Input for this task below:
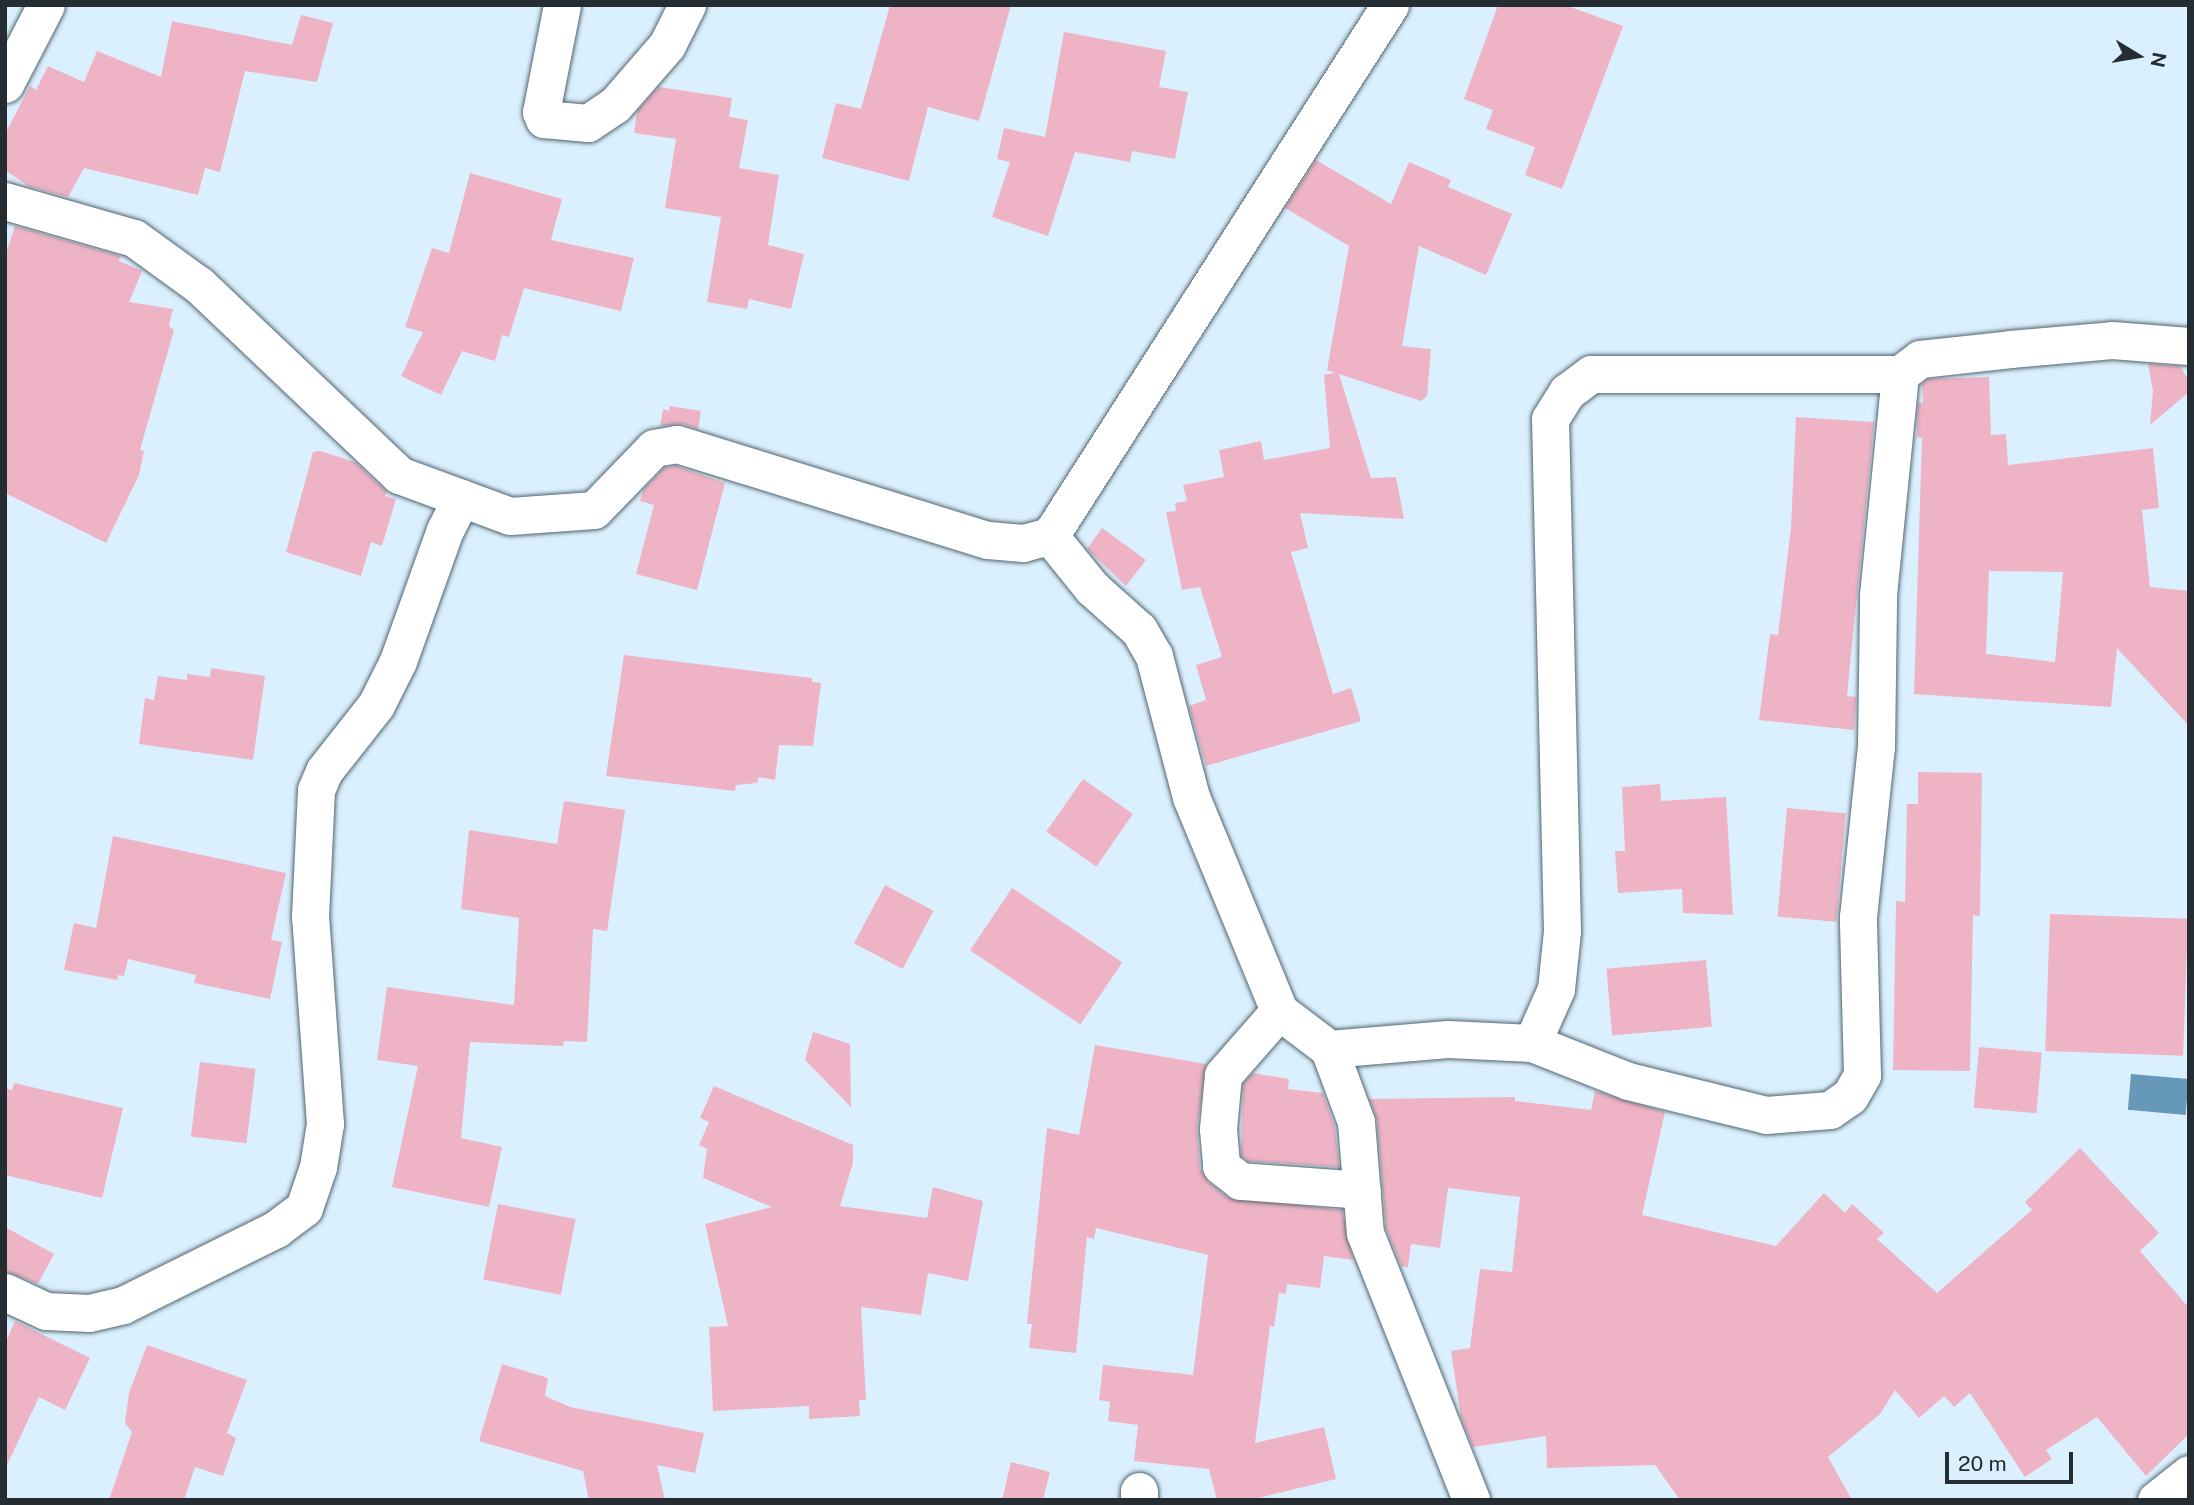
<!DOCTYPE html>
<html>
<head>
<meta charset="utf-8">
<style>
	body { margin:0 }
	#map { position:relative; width:2194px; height:1505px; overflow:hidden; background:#dbf0fe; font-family:"Public Sans",sans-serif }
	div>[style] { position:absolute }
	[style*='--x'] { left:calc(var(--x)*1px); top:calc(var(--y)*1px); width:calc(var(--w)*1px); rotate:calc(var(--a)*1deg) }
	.water>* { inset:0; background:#6699b8; transform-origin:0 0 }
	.building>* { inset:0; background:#eeb4c6; transform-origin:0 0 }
	.roads { filter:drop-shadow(0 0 2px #526570) drop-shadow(0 0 2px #526570) }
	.minor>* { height:37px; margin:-18.5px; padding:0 18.5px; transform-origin:18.5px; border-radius:18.5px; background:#fff }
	span { translate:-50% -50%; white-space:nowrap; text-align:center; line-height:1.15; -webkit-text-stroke:6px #dbf0fe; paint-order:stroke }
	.frame { position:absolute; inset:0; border:7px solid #252d32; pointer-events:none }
	.north { position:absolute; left:2103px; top:21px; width:70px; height:70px; -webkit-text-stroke:5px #dbf0fe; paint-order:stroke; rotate:101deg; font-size:19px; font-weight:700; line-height:28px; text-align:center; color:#252d32 }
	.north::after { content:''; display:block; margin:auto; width:24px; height:32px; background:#252d32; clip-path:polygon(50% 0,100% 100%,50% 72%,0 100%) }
	.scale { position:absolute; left:1945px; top:1452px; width:128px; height:32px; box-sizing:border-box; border:4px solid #252d32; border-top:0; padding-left:9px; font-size:21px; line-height:24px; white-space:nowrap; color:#252d32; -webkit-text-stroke:5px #dbf0fe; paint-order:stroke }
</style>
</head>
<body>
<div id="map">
	<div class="water">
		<i style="left:2131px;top:1074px;width:58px;height:36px;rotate:5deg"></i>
	</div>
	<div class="building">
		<i style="clip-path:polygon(890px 5px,1011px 5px,979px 121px,928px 107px,909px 181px,822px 158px,836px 103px,861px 109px)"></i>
		<i style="clip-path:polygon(1498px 5px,1565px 5px,1623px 26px,1562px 189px,1525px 175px,1535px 147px,1486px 129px,1493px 110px,1464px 99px)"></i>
		<i style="clip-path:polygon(301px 15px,333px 23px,317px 82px,245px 71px,220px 172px,205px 168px,198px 195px,84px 168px,68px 197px,28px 186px,5px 170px,5px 134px,30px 86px,36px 90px,48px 66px,84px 82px,97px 51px,161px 77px,172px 21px,292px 45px)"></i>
		<i style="clip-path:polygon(1064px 32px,1166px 51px,1159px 87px,1188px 92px,1175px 159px,1132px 151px,1130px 162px,1075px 152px,1048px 236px,992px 217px,1010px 162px,997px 159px,1004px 128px,1045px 137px)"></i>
		<i style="clip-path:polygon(659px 87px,732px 98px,729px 117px,748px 120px,739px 168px,779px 175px,768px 245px,804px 254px,791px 309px,749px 299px,747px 309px,707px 302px,721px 217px,665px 208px,676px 139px,634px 133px,637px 111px)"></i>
		<i style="clip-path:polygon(1316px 160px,1391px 204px,1409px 162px,1451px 180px,1448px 187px,1512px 214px,1486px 275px,1419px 246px,1402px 346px,1431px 349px,1427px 396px,1421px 401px,1339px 374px,1371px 478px,1396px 477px,1404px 519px,1300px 513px,1308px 548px,1291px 552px,1333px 694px,1351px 688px,1361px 721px,1206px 766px,1189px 706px,1206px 700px,1196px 665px,1222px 657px,1200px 587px,1182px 590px,1166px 512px,1176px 511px,1175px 503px,1187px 501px,1183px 485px,1224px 477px,1219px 450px,1261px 441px,1264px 460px,1330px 448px,1324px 375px,1335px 373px,1327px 370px,1349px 246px,1285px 208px)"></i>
		<i style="clip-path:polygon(470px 173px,562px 199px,551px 240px,634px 258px,621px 311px,524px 288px,509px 337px,502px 335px,495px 361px,462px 351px,441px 395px,401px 376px,423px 332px,405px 327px,432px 248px,449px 253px)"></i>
		<i style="clip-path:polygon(15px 226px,120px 256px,119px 261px,142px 271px,129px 302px,173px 309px,169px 326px,174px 330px,140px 450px,144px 451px,139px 475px,106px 543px,5px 493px,5px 256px)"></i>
		<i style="clip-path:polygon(2148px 364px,2180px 366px,2189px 381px,2189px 392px,2150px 425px,2153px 391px)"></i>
		<i style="clip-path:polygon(evenodd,1989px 377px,1991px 435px,2006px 434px,2008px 465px,2153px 448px,2159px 508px,2142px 510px,2150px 587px,2189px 591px,2189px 726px,2117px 648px,2111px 707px,1914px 694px,1922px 438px,1917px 437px,1917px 419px,1918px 403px,1923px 403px,1922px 384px,1928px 379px,1989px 377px,1989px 571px,2063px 572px,2055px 662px,1986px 654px,1989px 571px)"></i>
		<i style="clip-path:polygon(670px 406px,701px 411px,698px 429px,683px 424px,660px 426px,663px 409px,669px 411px)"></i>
		<i style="clip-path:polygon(1796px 417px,1874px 422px,1847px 696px,1856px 697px,1854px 730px,1759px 720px,1770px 634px,1778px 635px,1791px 528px)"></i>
		<i style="clip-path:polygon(320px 451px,355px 462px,387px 492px,385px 496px,396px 499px,382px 546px,371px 542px,361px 576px,286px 552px,313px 452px)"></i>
		<i style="clip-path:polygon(676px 466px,725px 483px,697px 590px,636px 574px,654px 505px,640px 501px,643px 490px,664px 468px)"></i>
		<i style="clip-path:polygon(1102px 528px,1146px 560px,1126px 586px,1087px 549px)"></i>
		<i style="clip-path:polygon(624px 655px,812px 678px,812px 682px,821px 683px,813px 746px,779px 745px,775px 780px,759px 777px,757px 783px,736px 785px,735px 791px,606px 776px)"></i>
		<i style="clip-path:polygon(211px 668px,265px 676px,253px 760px,139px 744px,145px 698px,154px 700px,158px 676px,187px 680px,187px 674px,210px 677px)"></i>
		<i style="clip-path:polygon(1918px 772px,1982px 773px,1980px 916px,1973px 915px,1970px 1071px,1893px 1070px,1896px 901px,1905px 902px,1907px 804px,1918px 804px)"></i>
		<i style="left:1083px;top:779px;width:61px;height:64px;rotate:35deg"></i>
		<i style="clip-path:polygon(1660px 784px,1661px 801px,1726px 797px,1733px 915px,1683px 913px,1682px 889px,1618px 893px,1615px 851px,1625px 851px,1622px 787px)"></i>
		<i style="clip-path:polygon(564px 801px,625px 810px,607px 931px,593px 929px,587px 1042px,564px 1041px,563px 1046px,470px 1042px,461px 1138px,502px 1147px,489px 1207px,392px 1187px,418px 1066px,377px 1060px,387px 987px,514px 1005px,519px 918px,461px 909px,469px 830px,557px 844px)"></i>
		<i style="left:1787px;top:808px;width:59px;height:109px;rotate:5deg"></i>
		<i style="clip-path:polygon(113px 836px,286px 873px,271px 940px,282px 942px,270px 999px,194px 983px,196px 975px,128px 959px,124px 976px,118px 975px,117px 980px,64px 970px,74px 923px,96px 928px)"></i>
		<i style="left:885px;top:885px;width:55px;height:66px;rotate:28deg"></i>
		<i style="left:1012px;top:888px;width:133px;height:75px;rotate:34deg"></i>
		<i style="left:2050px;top:914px;width:138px;height:137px;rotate:2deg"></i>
		<i style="left:1706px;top:960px;width:67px;height:100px;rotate:85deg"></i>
		<i style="clip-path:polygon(813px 1032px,850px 1044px,851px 1107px,805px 1060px)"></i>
		<i style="clip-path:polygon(1095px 1045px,1206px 1064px,1197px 1127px,1200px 1168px,1208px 1182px,1227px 1197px,1342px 1210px,1353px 1260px,1324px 1256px,1320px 1288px,1287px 1284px,1286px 1294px,1279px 1293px,1274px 1327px,1270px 1326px,1255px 1443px,1324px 1427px,1336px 1479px,1250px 1500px,1217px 1500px,1209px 1469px,1134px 1461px,1138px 1425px,1108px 1421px,1110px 1402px,1099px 1400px,1103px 1365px,1193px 1375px,1208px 1255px,1096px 1228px,1094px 1239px,1087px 1237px,1076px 1353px,1029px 1348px,1032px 1324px,1027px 1324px,1047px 1128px,1079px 1135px)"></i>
		<i style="left:1979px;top:1047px;width:63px;height:61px;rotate:5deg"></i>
		<i style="left:200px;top:1062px;width:56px;height:75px;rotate:7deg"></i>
		<i style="clip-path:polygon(1253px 1073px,1289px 1079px,1288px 1089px,1323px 1093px,1335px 1127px,1339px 1167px,1248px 1161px,1241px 1155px,1243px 1084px)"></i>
		<i style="clip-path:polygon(14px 1083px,123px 1108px,102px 1198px,5px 1175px,5px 1088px,12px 1090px)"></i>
		<i style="clip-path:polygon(714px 1086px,853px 1145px,853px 1163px,840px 1206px,927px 1218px,933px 1187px,983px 1201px,968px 1281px,928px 1273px,921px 1315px,861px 1307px,866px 1400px,859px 1400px,860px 1416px,809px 1419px,809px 1406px,713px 1411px,709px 1327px,728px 1326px,705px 1224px,772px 1207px,703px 1178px,707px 1149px,699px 1145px,709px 1122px,700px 1118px)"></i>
		<i style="clip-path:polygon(1595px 1091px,1665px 1112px,1642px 1215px,1776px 1246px,1824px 1193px,1845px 1213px,1852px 1204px,1884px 1233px,1877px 1239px,1937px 1293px,2032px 1210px,2025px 1202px,2080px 1148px,2159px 1233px,2140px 1251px,2189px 1308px,2189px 1434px,2146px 1476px,2097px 1417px,2046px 1450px,2052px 1459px,2025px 1477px,1970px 1393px,1954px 1407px,1944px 1396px,1919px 1418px,1895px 1390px,1880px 1414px,1828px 1457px,1852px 1500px,1680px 1500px,1655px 1465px,1547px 1468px,1546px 1436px,1473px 1447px,1461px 1417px,1451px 1351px,1470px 1348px,1480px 1269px,1512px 1272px,1520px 1197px,1448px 1188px,1440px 1248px,1411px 1244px,1408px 1267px,1401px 1266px,1386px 1228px,1377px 1120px,1370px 1099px,1515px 1097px,1515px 1101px,1591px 1110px)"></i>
		<i style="left:498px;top:1204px;width:79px;height:77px;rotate:11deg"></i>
		<i style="clip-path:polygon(5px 1227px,54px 1254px,38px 1284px,5px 1271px)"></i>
		<i style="clip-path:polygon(15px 1321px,90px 1358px,65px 1410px,39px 1397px,5px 1469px,5px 1343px)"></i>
		<i style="clip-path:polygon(147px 1345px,247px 1380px,227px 1433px,236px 1438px,223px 1476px,195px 1467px,184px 1500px,109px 1500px,132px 1432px,125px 1423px,129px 1393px)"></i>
		<i style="clip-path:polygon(502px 1364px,548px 1378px,545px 1396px,570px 1407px,704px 1433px,695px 1473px,657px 1465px,665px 1500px,589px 1500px,583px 1471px,479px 1441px)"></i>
		<i style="clip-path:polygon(1011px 1462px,1050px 1472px,1043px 1500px,1002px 1500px)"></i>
	</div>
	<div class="roads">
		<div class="minor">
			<i style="--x:562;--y:5;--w:109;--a:101.1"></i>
			<i style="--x:541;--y:112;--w:8;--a:67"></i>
			<i style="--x:544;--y:119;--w:44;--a:5.2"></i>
			<i style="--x:588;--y:123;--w:32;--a:-34"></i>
			<i style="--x:615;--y:105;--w:79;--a:-49.1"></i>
			<i style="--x:667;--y:45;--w:45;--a:-63.4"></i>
			<i style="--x:5;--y:84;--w:89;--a:-62.6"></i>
			<i style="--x:5;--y:201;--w:134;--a:16"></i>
			<i style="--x:134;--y:238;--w:80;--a:35.9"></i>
			<i style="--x:199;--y:285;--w:276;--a:43.5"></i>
			<i style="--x:399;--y:475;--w:118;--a:20.3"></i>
			<i style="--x:510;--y:516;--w:84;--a:-4.1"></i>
			<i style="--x:594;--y:510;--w:86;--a:-45.9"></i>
			<i style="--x:654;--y:448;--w:23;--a:-10"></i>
			<i style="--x:677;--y:444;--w:325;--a:17.2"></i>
			<i style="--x:988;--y:540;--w:35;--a:5"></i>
			<i style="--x:1023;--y:543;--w:28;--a:-15"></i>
			<i style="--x:1050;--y:536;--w:67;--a:51.1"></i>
			<i style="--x:1092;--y:588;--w:63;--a:41.8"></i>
			<i style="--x:1139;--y:630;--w:30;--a:60"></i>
			<i style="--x:1154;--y:656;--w:146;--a:75.3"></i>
			<i style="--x:1191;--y:797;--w:231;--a:67.6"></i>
			<i style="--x:1279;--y:1011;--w:63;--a:37.2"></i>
			<i style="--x:1329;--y:1049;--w:78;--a:69.7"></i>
			<i style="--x:1356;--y:1122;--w:111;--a:85.4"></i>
			<i style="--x:1365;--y:1233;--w:287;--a:68.3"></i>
			<i style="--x:1050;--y:536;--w:631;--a:-57.37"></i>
			<i style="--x:1279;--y:1011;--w:85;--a:131.2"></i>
			<i style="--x:1223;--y:1075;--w:54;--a:95.3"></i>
			<i style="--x:1218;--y:1129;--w:37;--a:85"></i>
			<i style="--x:1221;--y:1166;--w:24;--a:38"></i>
			<i style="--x:1240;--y:1181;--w:122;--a:4.2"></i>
			<i style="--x:1532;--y:1043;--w:59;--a:-66"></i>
			<i style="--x:1556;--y:989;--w:58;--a:-84.1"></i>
			<i style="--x:1562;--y:931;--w:512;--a:-91.34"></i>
			<i style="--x:1550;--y:419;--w:32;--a:-58"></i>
			<i style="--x:1567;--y:392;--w:30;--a:-37"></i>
			<i style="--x:1591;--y:374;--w:309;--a:0"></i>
			<i style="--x:1329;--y:1049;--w:119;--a:-4.8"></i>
			<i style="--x:1448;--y:1039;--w:84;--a:2.7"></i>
			<i style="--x:1532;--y:1043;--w:103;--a:21.6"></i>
			<i style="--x:1628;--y:1081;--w:142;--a:13.8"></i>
			<i style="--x:1766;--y:1115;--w:64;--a:-4.5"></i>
			<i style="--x:1830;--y:1110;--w:24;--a:-35"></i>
			<i style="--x:1850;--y:1096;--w:24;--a:-60"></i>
			<i style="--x:1862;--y:1075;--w:158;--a:-91.5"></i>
			<i style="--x:1858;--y:917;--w:171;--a:-84"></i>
			<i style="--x:1876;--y:747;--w:152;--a:-89.2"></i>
			<i style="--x:1878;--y:595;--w:222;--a:-84.3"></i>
			<i style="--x:1900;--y:374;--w:25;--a:-37"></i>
			<i style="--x:1920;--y:359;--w:91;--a:-6.3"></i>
			<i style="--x:2010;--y:349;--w:102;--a:-5"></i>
			<i style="--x:2112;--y:340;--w:77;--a:4.5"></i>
			<i style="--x:5;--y:1292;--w:45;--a:24.9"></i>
			<i style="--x:46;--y:1311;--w:43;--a:2.7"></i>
			<i style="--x:89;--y:1313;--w:35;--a:-13"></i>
			<i style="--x:123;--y:1305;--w:171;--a:-26.4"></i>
			<i style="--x:276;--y:1229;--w:35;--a:-37"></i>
			<i style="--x:304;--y:1208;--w:43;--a:-71.1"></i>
			<i style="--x:318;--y:1167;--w:44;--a:-80.8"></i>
			<i style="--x:325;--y:1124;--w:208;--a:-94.1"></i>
			<i style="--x:310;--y:917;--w:127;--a:-87.3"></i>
			<i style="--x:316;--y:790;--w:21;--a:-67"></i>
			<i style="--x:324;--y:771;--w:84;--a:-51.8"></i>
			<i style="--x:376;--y:705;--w:49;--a:-63.4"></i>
			<i style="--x:398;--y:661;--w:139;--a:-70.3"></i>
			<i style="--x:445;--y:530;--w:36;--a:-63"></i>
			<i style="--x:1139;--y:1500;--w:9;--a:-90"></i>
			<i style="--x:2156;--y:1500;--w:42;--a:-38.2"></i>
		</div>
	</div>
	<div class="frame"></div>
	<div class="north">N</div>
	<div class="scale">20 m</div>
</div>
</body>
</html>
End of Input for this task.
▶ _About this task_
Output exactly the span of lines from the top of the listing through the line holding "position:absolute; left:2103px; top:21px;", and leave every picture out.

▶ _Written solution_
<!DOCTYPE html>
<html>
<head>
<meta charset="utf-8">
<style>
	body { margin:0 }
	#map { position:relative; width:2194px; height:1505px; overflow:hidden; background:#dbf0fe; font-family:"Public Sans",sans-serif }
	div>[style] { position:absolute }
	[style*='--x'] { left:calc(var(--x)*1px); top:calc(var(--y)*1px); width:calc(var(--w)*1px); rotate:calc(var(--a)*1deg) }
	.water>* { inset:0; background:#6699b8; transform-origin:0 0 }
	.building>* { inset:0; background:#eeb4c6; transform-origin:0 0 }
	.roads { filter:drop-shadow(0 0 2px #526570) drop-shadow(0 0 2px #526570) }
	.minor>* { height:37px; margin:-18.5px; padding:0 18.5px; transform-origin:18.5px; border-radius:18.5px; background:#fff }
	span { translate:-50% -50%; white-space:nowrap; text-align:center; line-height:1.15; -webkit-text-stroke:6px #dbf0fe; paint-order:stroke }
	.frame { position:absolute; inset:0; border:7px solid #252d32; pointer-events:none }
	.north { position:absolute; left:2103px; top:21px; width:70px; height:70px; -webkit-text-stroke:5px #dbf0fe; paint-order:stroke; rotate:101deg; font-size:19px; font-weight:700; line-height:28px; text-align:center; color:#252d32 }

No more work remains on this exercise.